A walkthrough on real NYC coordinates of the same last-mile routing methodology I run for enterprise logistics clients. Methodology is real. Numbers are real solver output for this scenario; in production deployments the absolute savings scale with the fleet size and stop density.
The Challenge
Look at any e-commerce or grocery delivery P&L and last-mile is the line that hurts. Long-haul trucking is mostly a solved cost problem — predictable lanes, full trailers, decent utilisation. Last-mile is the opposite: small parcels, variable demand, complicated stop sequences, and a driver paid by the hour. Even a single bad route compounds into late deliveries, overtime, missed promised time windows, and a customer-experience hit that nobody measures the same week.
The default operating pattern in most fleets is some version of "dispatch the next driver to the next-loaded truck and let them figure out the order." Drivers are smart and they optimise locally — but they don't optimise across multiple vehicles, they don't see tomorrow's stops, and they re-derive the routing from scratch every morning. The result is a fleet that's running 50–70% more kilometres than the math says it has to.
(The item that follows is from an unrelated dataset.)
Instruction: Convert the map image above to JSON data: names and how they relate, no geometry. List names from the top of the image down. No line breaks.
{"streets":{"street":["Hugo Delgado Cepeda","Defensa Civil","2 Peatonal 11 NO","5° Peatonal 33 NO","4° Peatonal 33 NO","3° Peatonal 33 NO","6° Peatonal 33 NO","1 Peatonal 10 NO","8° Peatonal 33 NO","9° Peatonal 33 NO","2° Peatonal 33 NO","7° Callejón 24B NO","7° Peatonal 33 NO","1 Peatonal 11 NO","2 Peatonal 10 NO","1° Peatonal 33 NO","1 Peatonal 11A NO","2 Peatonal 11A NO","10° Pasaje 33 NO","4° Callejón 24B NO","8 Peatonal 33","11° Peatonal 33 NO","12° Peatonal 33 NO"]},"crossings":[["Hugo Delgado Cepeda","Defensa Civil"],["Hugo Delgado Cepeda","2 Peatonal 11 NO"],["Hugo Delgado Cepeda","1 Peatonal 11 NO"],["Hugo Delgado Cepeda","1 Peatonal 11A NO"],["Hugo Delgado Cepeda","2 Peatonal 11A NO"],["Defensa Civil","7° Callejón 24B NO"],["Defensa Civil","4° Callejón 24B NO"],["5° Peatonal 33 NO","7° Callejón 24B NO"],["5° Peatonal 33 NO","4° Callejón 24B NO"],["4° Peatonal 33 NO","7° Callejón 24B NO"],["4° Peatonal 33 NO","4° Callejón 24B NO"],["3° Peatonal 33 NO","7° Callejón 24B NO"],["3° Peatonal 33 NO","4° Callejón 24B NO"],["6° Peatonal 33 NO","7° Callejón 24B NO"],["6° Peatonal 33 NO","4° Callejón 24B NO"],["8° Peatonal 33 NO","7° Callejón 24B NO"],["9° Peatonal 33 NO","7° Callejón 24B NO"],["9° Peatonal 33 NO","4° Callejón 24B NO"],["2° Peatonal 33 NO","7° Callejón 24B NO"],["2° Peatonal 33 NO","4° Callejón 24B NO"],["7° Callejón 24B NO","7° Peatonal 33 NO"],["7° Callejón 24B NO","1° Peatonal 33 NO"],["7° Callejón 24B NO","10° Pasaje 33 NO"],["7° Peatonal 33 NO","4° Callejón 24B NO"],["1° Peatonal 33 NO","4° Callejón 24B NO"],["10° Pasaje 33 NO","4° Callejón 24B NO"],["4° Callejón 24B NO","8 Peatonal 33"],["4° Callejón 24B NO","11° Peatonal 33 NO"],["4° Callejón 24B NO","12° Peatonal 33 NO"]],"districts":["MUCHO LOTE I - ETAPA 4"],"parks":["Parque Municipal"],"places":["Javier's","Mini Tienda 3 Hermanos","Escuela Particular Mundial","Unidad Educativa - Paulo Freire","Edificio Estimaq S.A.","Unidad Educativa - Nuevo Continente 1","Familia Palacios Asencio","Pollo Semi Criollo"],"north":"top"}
The Vehicle Routing Problem (VRP) — and its solvers — have existed since the 1950s. There is no good excuse not to be running one. The model I'm walking through here is the version I deploy with clients: Google's open-source OR-Tools, applied to 30 real NYC delivery stops with four available trucks and a cap on stops-per-truck for crew balance.
The Approach
1. Define the scenario. One depot in Midtown Manhattan + 30 delivery stops scattered across Manhattan, Brooklyn, Queens. Real NYC lat/long coordinates. Distance computed via Haversine (great-circle, which approximates well at city scale). Fleet of 4 trucks, max 12 stops per truck for crew balance.
2. The naive baseline. Single truck, visiting customer stops in random dispatch order — the order parcels arrived at the depot, not the order a planner would choose. This is the "next driver, next loaded truck" pattern, made explicit so the savings number means something.
3. Solve with OR-Tools. Construct a routing model with the Haversine distance matrix as the cost. Add a per-vehicle stops constraint so we balance load, not just minimise distance. Run with PATH_CHEAPEST_ARC as first solution + GUIDED_LOCAL_SEARCH as the metaheuristic, 5-second time limit. The solver finds a provably good (often optimal at this size) assignment in under a second.
4. Read the assignment as a fleet decision, not a math result. The output isn't just "98.6 km." It's three trucks active, one parked, total fleet hours roughly halved, depot dwell time on the leftover driver freed up for the next shift. That's a labour-budget conversation, not a routing puzzle.
The Outcome
The solver returned 98.6 km total across three active trucks, against a naive baseline of 239.3 km — a 58.8% reduction in distance driven. The fourth truck wasn't needed (excess capacity surfaces immediately when the assignment is solved, not after a quarter of complaints). Stops distributed 7 / 11 / 12 across the active fleet.
On a real fleet, the 59% distance number is the headline, but the secondary effects matter more:
- Driver hours fall by roughly the same percentage — a labour cost that's typically 40–60% of last-mile spend.
- Promised delivery windows get tighter and more reliable because the routes are geographically continuous (one borough at a time), not zigzag.
- The "do we need to lease the 4th truck?" question goes from a feel to a number. In this scenario, the answer is no, not for this stop density.
The bigger pattern this analysis crystallises: the existence of a 1950s algorithm is not a reason it's being used. Most operating fleets are leaving 50–70% mileage on the floor not because the math is hard, but because the workflow to plug current stop-data into the math has never been built.
Business Impact
In production, this analysis becomes a daily batch job — stops upload at 5am, routes drop into the driver app by 6am, the dispatch team approves exceptions, trucks roll. The model earns its keep when the dispatch team starts pushing back on operations teams who try to add stops to a route the solver already declined — that's the moment the math has become organisational.
Key Takeaways
- Realistic baselines matter. Geographically pre-sorted "naive" is a fake baseline. Use random dispatch order — that's what real depots actually look like at 5am.
- Constrain for balance, not just total distance. If you only minimise distance, one truck gets 28 stops and one gets 2. The labour-cost conversation immediately disappears.
- OR-Tools is free and proven. There's no reason to start with anything else for VRP — graduate to CPLEX/Gurobi only if the problem outgrows it.
- The 4th truck question is now a number. The hardest political conversation in last-mile (fleet sizing) becomes an output of the solver, not a gut feel.